State Branding sendiri dapat dimaknai sebagai usaha yang dilakukan oleh suatu negara untuk membangun dan menjaga citranya secara holistik. Pembentukan citra suatu negara baik secara internal maupun eksternal yang berbasis pada nilai yang positif yang dimiliki negara tersebut diharapkan akan membuat negara tersebut memiliki posisi yang baik diantara negara-negara lain didunia. Apa yang dilakukan oleh pemerintahan Jokowi sendiri dapat dimaknai sebagai state branding yang berusaha dilakukan oleh Indonesia dengan ciri khasnya yaitu “Islam Nusantara”.
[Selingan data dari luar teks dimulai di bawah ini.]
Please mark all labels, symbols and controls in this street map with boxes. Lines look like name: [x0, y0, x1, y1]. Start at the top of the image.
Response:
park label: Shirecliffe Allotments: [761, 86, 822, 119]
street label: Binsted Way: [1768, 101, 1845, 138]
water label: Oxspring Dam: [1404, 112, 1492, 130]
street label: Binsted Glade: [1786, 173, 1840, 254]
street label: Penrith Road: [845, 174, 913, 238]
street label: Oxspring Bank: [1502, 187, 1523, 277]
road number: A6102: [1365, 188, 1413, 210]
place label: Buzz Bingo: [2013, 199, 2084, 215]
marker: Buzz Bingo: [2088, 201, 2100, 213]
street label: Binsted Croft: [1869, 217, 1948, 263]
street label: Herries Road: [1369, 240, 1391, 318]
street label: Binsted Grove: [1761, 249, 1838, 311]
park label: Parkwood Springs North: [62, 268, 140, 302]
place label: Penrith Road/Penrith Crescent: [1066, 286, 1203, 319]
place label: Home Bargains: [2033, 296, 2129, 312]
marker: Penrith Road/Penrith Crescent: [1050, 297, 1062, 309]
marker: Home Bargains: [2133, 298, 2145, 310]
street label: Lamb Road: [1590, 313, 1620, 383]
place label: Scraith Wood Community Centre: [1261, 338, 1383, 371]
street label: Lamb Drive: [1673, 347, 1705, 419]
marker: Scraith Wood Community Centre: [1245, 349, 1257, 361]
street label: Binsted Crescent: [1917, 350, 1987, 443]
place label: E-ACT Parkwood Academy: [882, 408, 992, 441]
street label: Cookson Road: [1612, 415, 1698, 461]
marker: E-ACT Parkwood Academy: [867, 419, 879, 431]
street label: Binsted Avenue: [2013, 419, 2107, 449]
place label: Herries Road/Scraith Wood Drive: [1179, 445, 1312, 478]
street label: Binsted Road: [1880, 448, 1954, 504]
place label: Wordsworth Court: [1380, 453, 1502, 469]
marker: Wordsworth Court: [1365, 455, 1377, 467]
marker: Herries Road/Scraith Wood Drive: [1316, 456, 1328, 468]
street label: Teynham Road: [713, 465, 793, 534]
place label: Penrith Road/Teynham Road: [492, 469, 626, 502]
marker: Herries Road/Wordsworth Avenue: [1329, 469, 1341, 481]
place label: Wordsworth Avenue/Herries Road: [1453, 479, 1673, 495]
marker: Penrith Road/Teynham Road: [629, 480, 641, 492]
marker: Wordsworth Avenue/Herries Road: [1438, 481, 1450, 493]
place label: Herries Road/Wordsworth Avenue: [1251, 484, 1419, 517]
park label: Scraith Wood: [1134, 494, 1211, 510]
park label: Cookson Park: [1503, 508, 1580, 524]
Islam Nusantara ini sendiri diformulasikan oleh pemerintahan Jokowi sebagai suatu usaha dari pemerintahannya untuk melepaskan diri dari semangat ketertutupan yang selama ini dibawa oleh kelompok ekstremisme ke Indonesia.hal tersebut diungkapkan oleh Presiden Jokowi dalam acara pembukaan Munas Ulama Pengurus Besar Nahdlatul Ulama di Masjid Istiqlal, Minggu (14/6). Dalam acara pembukaan tersebut Presiden Jokowi menjabarkan pendapatnya bahwa Islam Nusantara sebenarnya sudah mengakar dalam kehidupan muslim di Indonesia. Islam Nusantara ini sendiri memiliki pengaruh besar pada persatuan dan kesatuan Republik Indonesia disisi lain menurut Presiden Jokowi juga Islam nusantara dapat menjadi kekuatan untuk melawan pengaruh ekstrim dari kelompok-kelompok militan Islam di Indonesia.
Presiden Jokowi juga mengungkapkan bahwa Islam Nusantara memiliki nilai sendiri yaitu “Islam yang ramah, tidak radikal, inklusif dan toleran” ditambahkan lagi oleh Presiden Jokowi bahwa “Islam Nusantara ini didakwahkan dengan merangkul budaya, melestarikan budaya, menghormati budaya, tidak malah memberangus budaya”.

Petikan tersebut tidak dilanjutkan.